Бросив первый ярко-алый леденец на язык, Феликс Янович вернулся к огню. И занялся тем, что он называл сортировкой внутренней почты. Требовалось разобрать все мысли и подобно письмам от разных адресатов разложить в разные конверты и на разные полки. Тогда в голове наступал порядок.
Он сам не мог сказать, что его потрясло больше – арест Ульяны или признание Варвары Власовны в том, что она прочила его в женихи падчерицы. После двух леденцов и еще одной кружки горячего сбитня Колбовский был вынужден признать, что, скорее, второе. Арест Ульяны, если подумать, не должен был стать для него неожиданностью. Феликс Янович сетовал, что не предугадал этого заранее, хотя перед его глазами были все нужные факты: обнаружившая себя скрытность Ульяны и ее откровенная ненависть к отцу, опухший нос Глаши и, конечно, два письма с обратном адресом «до востребования», которые получила Ульяна за последний месяц.

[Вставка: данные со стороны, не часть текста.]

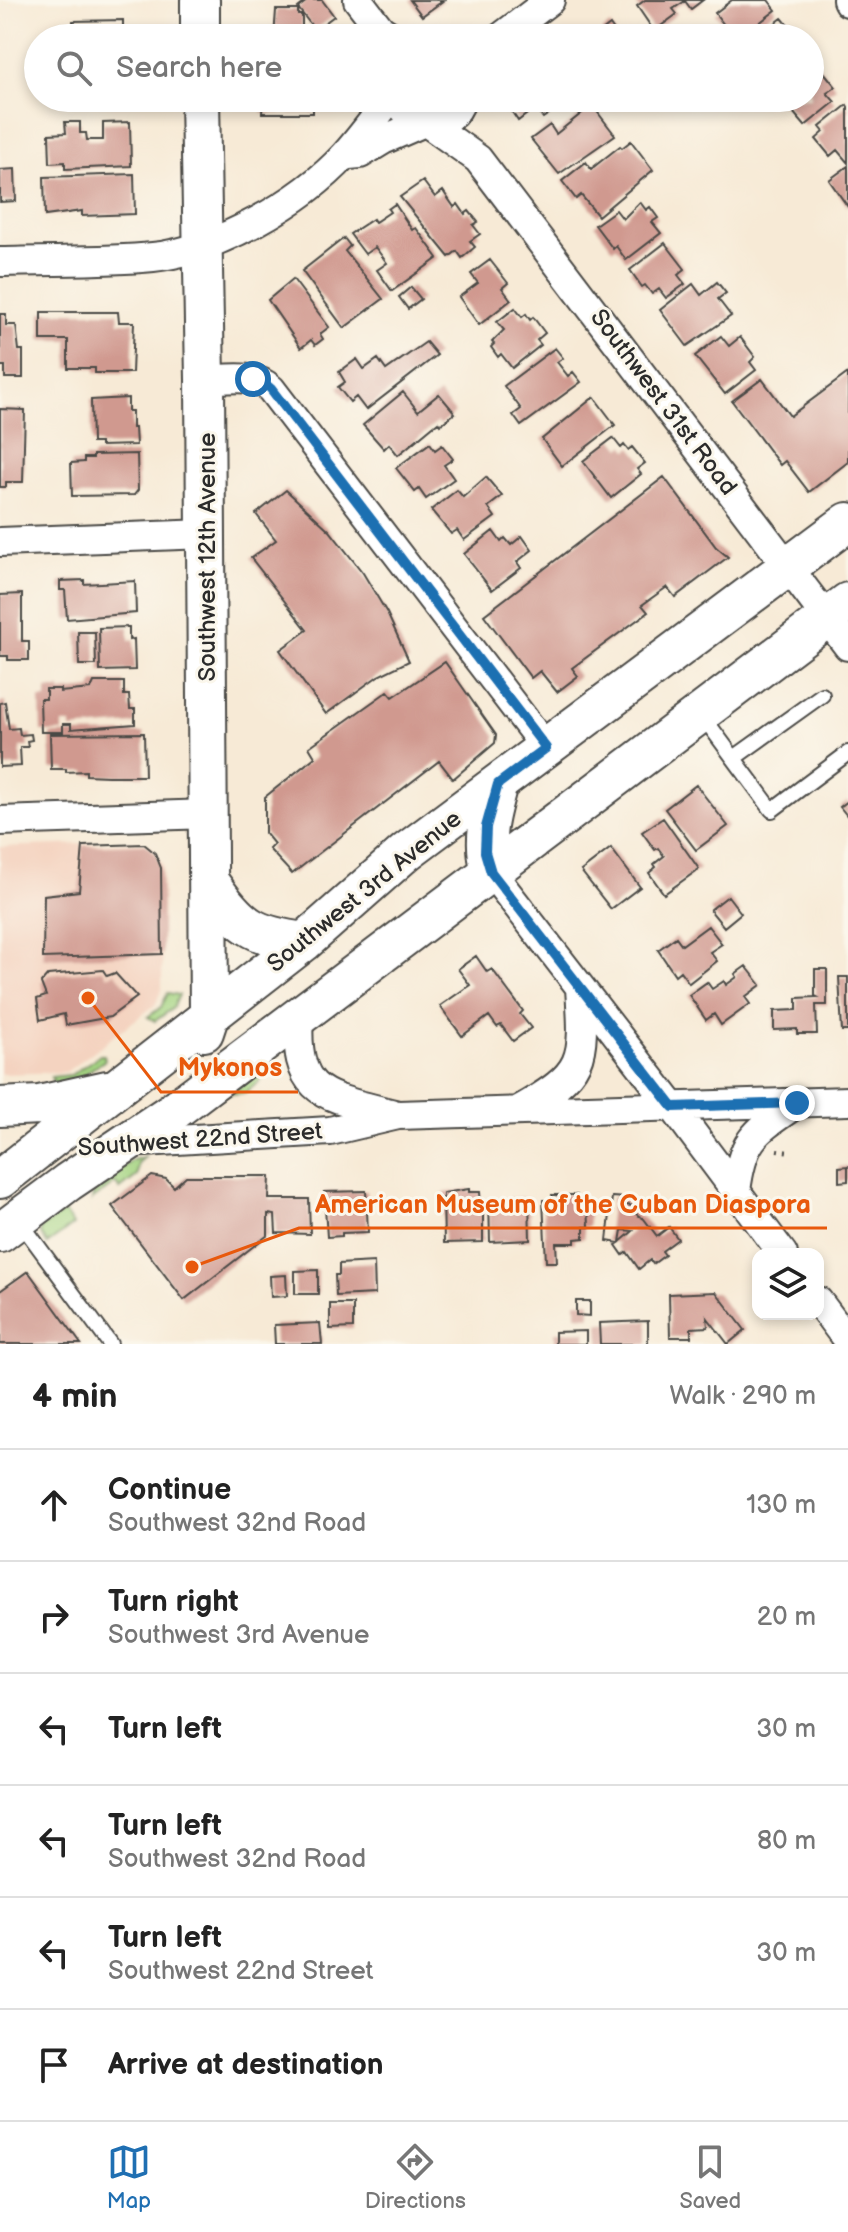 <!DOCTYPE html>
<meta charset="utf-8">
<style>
body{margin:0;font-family:"Balsamiq Sans",sans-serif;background:#f2f2f2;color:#222}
.controls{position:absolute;right:24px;bottom:24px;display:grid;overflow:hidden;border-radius:16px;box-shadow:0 4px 12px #0003}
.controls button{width:72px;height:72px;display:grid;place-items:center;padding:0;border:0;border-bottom:2px solid #e0e0e0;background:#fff;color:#222;font:40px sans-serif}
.stop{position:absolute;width:24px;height:24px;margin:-18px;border:6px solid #1f6fb2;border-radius:50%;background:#fff}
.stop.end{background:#1f6fb2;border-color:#fff;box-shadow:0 2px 8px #0008}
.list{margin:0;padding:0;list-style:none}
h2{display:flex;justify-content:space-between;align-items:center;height:104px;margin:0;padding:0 32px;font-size:34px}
h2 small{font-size:26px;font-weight:400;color:#767676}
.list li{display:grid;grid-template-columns:52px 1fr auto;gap:24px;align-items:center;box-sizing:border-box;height:112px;padding:0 32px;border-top:2px solid #e0e0e0}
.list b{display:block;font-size:30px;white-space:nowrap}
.list p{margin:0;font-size:26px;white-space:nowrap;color:#767676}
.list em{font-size:26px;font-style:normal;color:#767676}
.icon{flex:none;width:44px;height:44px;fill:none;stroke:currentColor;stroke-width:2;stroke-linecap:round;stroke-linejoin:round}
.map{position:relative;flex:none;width:848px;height:1344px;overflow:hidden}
.search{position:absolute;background:#fff;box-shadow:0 4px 12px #0003;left:24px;right:24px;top:24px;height:88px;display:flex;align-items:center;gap:20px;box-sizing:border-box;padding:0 28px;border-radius:44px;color:#767676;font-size:30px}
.sheet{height:776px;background:#fff}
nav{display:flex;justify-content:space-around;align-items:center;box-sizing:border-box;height:112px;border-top:2px solid #e0e0e0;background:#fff;font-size:22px;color:#767676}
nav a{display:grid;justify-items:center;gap:4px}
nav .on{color:#1f6fb2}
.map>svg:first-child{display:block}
.built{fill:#f4d3c0}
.green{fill:#a5d482;stroke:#688056;stroke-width:2}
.building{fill:#d0998f;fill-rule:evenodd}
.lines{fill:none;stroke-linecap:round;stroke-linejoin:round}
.service-casing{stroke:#4a4845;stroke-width:18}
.minor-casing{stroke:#4a4845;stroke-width:32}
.secondary-casing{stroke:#4a4845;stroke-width:42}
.path{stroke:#4a4845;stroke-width:4;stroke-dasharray:2 6;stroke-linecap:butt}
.service{stroke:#fff;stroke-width:14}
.minor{stroke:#fff;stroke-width:28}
.secondary{stroke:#fff;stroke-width:38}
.route{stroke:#1f6fb2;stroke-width:10}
.labels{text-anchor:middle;stroke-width:6;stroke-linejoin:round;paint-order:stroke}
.street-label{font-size:24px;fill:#2b2b2b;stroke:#fbf7ec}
.leader{fill:none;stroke:#e8590c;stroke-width:3}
.callout-dot{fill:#e8590c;stroke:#fbf7ec;stroke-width:3}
.callout-label{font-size:26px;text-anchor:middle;font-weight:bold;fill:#e8590c;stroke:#fbf7ec;stroke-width:6;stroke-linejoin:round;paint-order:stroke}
</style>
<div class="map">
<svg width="848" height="1344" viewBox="0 0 848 1344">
<rect width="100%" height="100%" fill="#fbf7ec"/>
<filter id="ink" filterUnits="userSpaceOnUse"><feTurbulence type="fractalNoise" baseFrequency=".0125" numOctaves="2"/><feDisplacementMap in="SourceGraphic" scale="16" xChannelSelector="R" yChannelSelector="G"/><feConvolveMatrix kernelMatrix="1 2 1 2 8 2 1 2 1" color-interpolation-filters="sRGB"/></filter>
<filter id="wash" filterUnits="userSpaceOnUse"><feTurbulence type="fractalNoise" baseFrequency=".006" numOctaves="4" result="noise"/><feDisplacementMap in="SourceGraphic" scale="32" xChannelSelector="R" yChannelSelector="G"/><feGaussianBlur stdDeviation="1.8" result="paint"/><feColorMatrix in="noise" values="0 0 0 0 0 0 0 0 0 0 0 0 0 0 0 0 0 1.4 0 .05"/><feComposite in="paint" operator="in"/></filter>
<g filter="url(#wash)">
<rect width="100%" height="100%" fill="#f7ead6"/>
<path class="built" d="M141 842 151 847 163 865 162 990 155 1005 66 1072 0 1074V847Z"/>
<path class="green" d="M411 98H447L438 109 425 110Z
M168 993 179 995 173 1008 155 1021 148 1017 161 1007Z
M100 1055H104L105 1060 78 1078 55 1086 51 1077 71 1075Z
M267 1066 271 1072 245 1093 230 1094Z
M146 1156 138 1163 137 1176 120 1189 115 1183 92 1200 94 1188 133 1160Z
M64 1212 73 1225 47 1244 41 1234V1228Z"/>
<g id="blocks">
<path class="building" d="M308 0H322L334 16 315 30 298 8Z
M410 0H444L422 16Z
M645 0H703L691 9 685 1 673 9 677 14 654 31 637 6Z
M732 0H768L776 10 745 34 740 27 731 34 715 13Z
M276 10H298V15H302V38H274Z
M782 18 799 38H771L765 31Z
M123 20V38H73V21Z
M610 25 619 38H593Z
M815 61 836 87 827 93 835 102 805 126 781 98H810V65Z
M263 98H313V113H262Z
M525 98H572L543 118 535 108 518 121 510 109Z
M592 105 615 135 559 174 531 139 550 125 556 134Z
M847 105 848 107V163L837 150 830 156 816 139 824 132 820 127Z
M65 122H80V133H86L87 140H103V123L130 122 131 166 65 169V162L50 163 49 134 66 133Z
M631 141 653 170 598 216 581 195 576 199 562 181 586 162 591 169 620 146 622 148Z
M848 166V207L829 180Z
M15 169 16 201 0 202V170Z
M134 174 135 214 82 216V211L45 216 44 177Z
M423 181 435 197 443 191 454 207 458 204 465 214 469 211 478 222 473 225 480 234 470 241 475 247 462 258 457 251 449 257 400 197Z
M640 202 646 210 650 207 658 218 652 222 661 233 626 260 616 246 613 249 595 225 616 210 623 219Z
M395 204 412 230 416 228 438 258 392 291 377 270 387 263 375 247 365 254 350 234 373 219 375 222 390 212 388 209Z
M344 238 350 246 345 251 383 299 344 328 302 271Z
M665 243 685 269 678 275 685 284 666 298 659 289 652 294 645 285 642 287 630 270Z
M490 260 508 283 502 288 511 300 479 325 459 297 478 283 471 274Z
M293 279 329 327 320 334 323 339 315 345 311 340 301 348 268 300Z
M717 282 726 293 718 299 731 316 687 346 660 310 693 284 701 295Z
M411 287 421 299 408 309 399 297Z
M515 308 522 317 526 314 530 320 533 317 545 333 537 340 541 345 512 368 501 354 498 357 491 347 494 344 492 342 504 330 497 322Z
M41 312H118L119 322H134L132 373H95V368H68V340H41Z
M0 314H6V325H16L19 350H23V378H5V366H0Z
M721 336 729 346 740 337 755 357 750 362 756 370 725 394 695 356Z
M426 342 437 355 366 410 356 397 350 402 338 387 345 382 339 372 357 359 364 369 378 359 386 370Z
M555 348 563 358 557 362 568 376 573 372 581 382 521 426 513 415 521 409 504 386Z
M848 373V462L809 492 785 461 780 465 732 401 762 379 790 416Z
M403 392 418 411 439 394 455 413 440 425 438 422 398 455 389 444 384 449 363 425Z
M594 397 615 425 562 466 542 439Z
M128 398V411H132V428H135L136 445 100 446V443H92L91 400Z
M0 409 25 410 23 482H6V487H0Z
M613 438 621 448 624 445 628 450 632 447 645 463 637 469 641 474 611 498 583 461Z
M430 443 435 450 442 445 453 459 444 465 454 479 426 499 419 489 415 492 396 468Z
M137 454 138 490 134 495 72 496 71 463 84 462V458H93V455Z
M486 477 502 496 488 507 495 517 464 540 457 530 451 534 431 510 457 490 463 497Z
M664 477 716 547 728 557 675 597 667 587 642 605 648 612 572 668 578 676 557 692 540 671 531 678 484 615Z
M286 490 330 531 363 573 387 613 409 661 378 676 326 714 280 650 307 630 251 558 276 540 256 514Z
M493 531 501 542 505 538 511 545 522 536 532 550 517 562 521 568 492 590 464 554Z
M84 580V584L135 581 136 613 67 619 65 590H60V581Z
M22 594V641H29V660H8V656H0V595Z
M129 627V640L134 639 135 670 100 671 99 628Z
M78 632H95L96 665H79Z
M445 662 496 735 495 743 453 779 439 761 292 874 269 849 274 844 265 833V797L315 757 309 747 388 691 393 697Z
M94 682H124V695H129L130 709H135V724L71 729V724H63V732H41L40 699H46V689H60V692L91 689Z
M5 702 9 729 19 728 20 735 31 734 32 740 27 741 28 747H20L21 766 0 767V703Z
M144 733 145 776H108L86 775V771L66 772V769H51L50 734Z
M696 785 728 826 696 850 665 809Z
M848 801V817L840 807Z
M663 818 699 869 664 894 649 873 656 867 654 864 664 856 658 848 655 850 642 832Z
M144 844 155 853 161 868 162 954 43 958 44 895 79 891 83 846Z
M611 848 640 887 611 909 581 871Z
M728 896 741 913 724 927 710 910Z
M708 926 722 944 710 952 717 961 689 983 680 971 675 975 658 950 676 937 682 945Z
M476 956 487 972 492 969 523 1011 520 1014 531 1028 513 1041 501 1025 497 1027 489 1016 462 1036 440 1006 470 985 458 969Z
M746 966 761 985 745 997 750 1004 721 1025 714 1014 706 1020 689 995 707 982 712 989 724 981 726 985 737 977 735 974Z
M815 969H827V1005H816L817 1034H797V1029L774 1030V1011L797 1010V998L817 997 815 996Z
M103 970 107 976 115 973 137 997 110 1017 66 1025 64 1014 40 1020 37 999 46 996 41 983 48 975Z
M839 977H848V1031H842Z
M848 1166V1181L839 1182V1167Z
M152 1176 166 1179 174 1187 186 1176H270L269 1199H309L310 1234 276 1233 275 1215 268 1214V1235L184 1300 112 1206Z
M469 1189V1192H480L481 1208H483V1242L444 1243 443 1193Z
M366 1191 368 1232 342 1233V1236L327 1237 324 1192Z
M552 1195H577V1202H588L589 1227H584V1238L575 1239V1243H556L557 1262H546L543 1200H552Z
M529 1197 530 1240 490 1242 489 1199Z
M612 1197 626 1198 625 1205 636 1206V1214L644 1219 657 1236 669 1227 678 1239 662 1251 665 1255 653 1264 650 1260 639 1269 627 1252 623 1255 616 1245 619 1243 607 1241ZM622 1230 633 1231 620 1242Z
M374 1262 375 1294 336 1296 335 1275H339V1264Z
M318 1270V1294H295V1271Z
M28 1271 81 1344H0V1291Z
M286 1275 287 1296 271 1297 270 1276Z
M716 1292 745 1330 728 1344 707 1317 708 1327 691 1328V1337H670L669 1294Z
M576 1301H590V1316L576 1315Z
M330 1304H353V1328L330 1329Z
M648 1321V1344H600L599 1323Z
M320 1323 322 1344H275L274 1325Z
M586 1331V1344H555V1332Z"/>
</g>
</g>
<g filter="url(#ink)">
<use href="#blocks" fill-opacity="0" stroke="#4a4845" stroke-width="2"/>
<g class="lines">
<defs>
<path id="service" d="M701 714 772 810 848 753
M734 758 822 695
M18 1219 110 1344"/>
<path id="minor" d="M358 0 381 30 394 38
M847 0 848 2
M500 38 550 0
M398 98C410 130 452 133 462 98
M429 124 478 159 848 646
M349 155 360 154 383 140 422 123
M0 262C51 260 103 262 153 257 216 251 302 202 345 155 361 137 376 117 390 98
M205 380C227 379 255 373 271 389L546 748
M0 542 206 534
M0 821 209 814
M491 872 673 1107 783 1254
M299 1017C293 1098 328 1096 394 1114
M519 1110C585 1072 585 1062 580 988
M127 1143 330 1131 398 1115 848 1101
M736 1191C743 1137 754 1133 797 1103
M818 1301 848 1341"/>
<path id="secondary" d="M200 0V38
M200 98 205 380 209 1017 204 1032
M491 872C482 840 489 816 498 784
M210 883C241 926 251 935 304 942
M0 1107 39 1105 107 1090
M0 1179 304 942 406 852 848 522
M0 1233 68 1182 175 1110 848 602"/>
</defs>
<use href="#service" class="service-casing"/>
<use href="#minor" class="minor-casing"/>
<use href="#secondary" class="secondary-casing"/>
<path class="path" d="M777 1150 789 1152"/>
<use href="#service" class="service"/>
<use href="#minor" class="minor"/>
<use href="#secondary" class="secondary"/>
</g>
</g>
<g class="lines" filter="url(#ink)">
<path class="route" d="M253 379 264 383 271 389 546 748 498 784 486 827 485 852 491 872 673 1107 797 1103"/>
</g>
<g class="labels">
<g class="street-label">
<text transform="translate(664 402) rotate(53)" y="8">Southwest 31st Road</text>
<text transform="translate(207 557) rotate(-90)" y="8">Southwest 12th Avenue</text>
<text transform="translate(364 891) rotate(-39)" y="8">Southwest 3rd Avenue</text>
<text transform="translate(200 1139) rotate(-4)" y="8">Southwest 22nd Street</text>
</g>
</g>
<path class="leader" d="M88 998L161 1092H298M192 1267L299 1228H827"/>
<g class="callout-dot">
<circle cx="88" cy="998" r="8"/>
<circle cx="192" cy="1267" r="8"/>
</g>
<g class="callout-label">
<text x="230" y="1076">Mykonos</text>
<text x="563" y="1213">American Museum of the Cuban Diaspora</text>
</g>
</svg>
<div class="controls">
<button><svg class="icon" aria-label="layers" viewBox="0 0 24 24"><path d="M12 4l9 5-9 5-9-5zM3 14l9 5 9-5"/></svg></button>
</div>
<div class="stop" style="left:253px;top:379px"></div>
<div class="stop end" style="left:797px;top:1103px"></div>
<div class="search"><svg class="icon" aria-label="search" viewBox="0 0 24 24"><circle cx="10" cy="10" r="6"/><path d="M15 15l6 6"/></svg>Search here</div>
</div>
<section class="sheet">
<h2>4 min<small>Walk · 290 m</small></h2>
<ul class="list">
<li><svg class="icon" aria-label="ahead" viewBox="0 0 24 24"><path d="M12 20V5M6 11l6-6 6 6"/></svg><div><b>Continue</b><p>Southwest 32nd Road</p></div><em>130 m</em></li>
<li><svg class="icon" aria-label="right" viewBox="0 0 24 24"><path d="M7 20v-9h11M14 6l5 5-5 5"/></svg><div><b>Turn right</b><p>Southwest 3rd Avenue</p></div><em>20 m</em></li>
<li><svg class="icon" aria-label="left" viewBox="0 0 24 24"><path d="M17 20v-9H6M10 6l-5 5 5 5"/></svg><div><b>Turn left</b></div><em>30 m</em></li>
<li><svg class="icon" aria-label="left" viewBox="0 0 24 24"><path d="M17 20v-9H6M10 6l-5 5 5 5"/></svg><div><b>Turn left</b><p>Southwest 32nd Road</p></div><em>80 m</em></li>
<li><svg class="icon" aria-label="left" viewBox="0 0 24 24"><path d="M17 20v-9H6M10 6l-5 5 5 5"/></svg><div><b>Turn left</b><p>Southwest 22nd Street</p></div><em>30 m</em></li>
<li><svg class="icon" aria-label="arrive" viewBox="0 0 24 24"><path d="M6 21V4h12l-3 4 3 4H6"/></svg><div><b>Arrive at destination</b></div></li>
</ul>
</section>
<nav>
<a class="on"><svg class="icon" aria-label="map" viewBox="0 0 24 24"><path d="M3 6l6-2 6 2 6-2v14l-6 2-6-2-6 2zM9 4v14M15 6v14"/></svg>Map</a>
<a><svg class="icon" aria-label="directions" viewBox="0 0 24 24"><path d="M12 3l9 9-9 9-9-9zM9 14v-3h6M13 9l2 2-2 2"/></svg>Directions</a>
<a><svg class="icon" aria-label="saved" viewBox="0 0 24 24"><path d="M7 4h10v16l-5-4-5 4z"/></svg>Saved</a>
</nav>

И тому, что Колбовский сам не назвал имя Ульяны Петру Осиповичу, было только одно объяснение: он не хотел верить, да, пожалуй, и не верил в ее виновность, несмотря на все эти факты. И дело здесь было не в ее странном обаянии, обнаруженном им только на днях. Если начистоту, то Феликс Янович до встречи в церкви плохо помнил само лицо Ульяны. Но зато он хорошо помнил почерк барышни Гривовой, которая была аккуратной корреспонденткой и обменивалась письмами со своей тетушкой не реже раза в месяц. Ее почерк был очень разборчивым, но мелким, словно даже свое выражение в буквах она стремилась укрыть от постороннего взгляда. Буквы выходили чуть угловатыми, а строчки к концу сползали вниз, стремясь соскользнуть со страницы. Так пишут люди, замкнутые, склонные к долготерпению и душевному горению. Только чаще всего сгорают они, как головешки в чужих кострах.
Феликс Янович в очередной раз почувствовал недовольство собой: ему стоило раньше догадаться об истинном характере Ульяны Гривовой. С другой стороны, никогда ранее она не занимала его мысли настолько, чтобы делать какие-то выводы об ее натуре. Теперь же он думал, что такие, как она, становятся великомучениками, а не убийцами. Даже неся в душе ненависть, Ульяна будет загонять ее в клетку сердца день за днем, пока оно способно выдержать эту муку, но не позволит пострадать другим. Тот выплеск ярости, который барышня позволила себе нынче днем, был выходом за рамки всех ее принципов и привычек. Оправдать это могло только чувство, которое Ульяна питала к господину Щеглову и которое было способно преобразить ее натуру.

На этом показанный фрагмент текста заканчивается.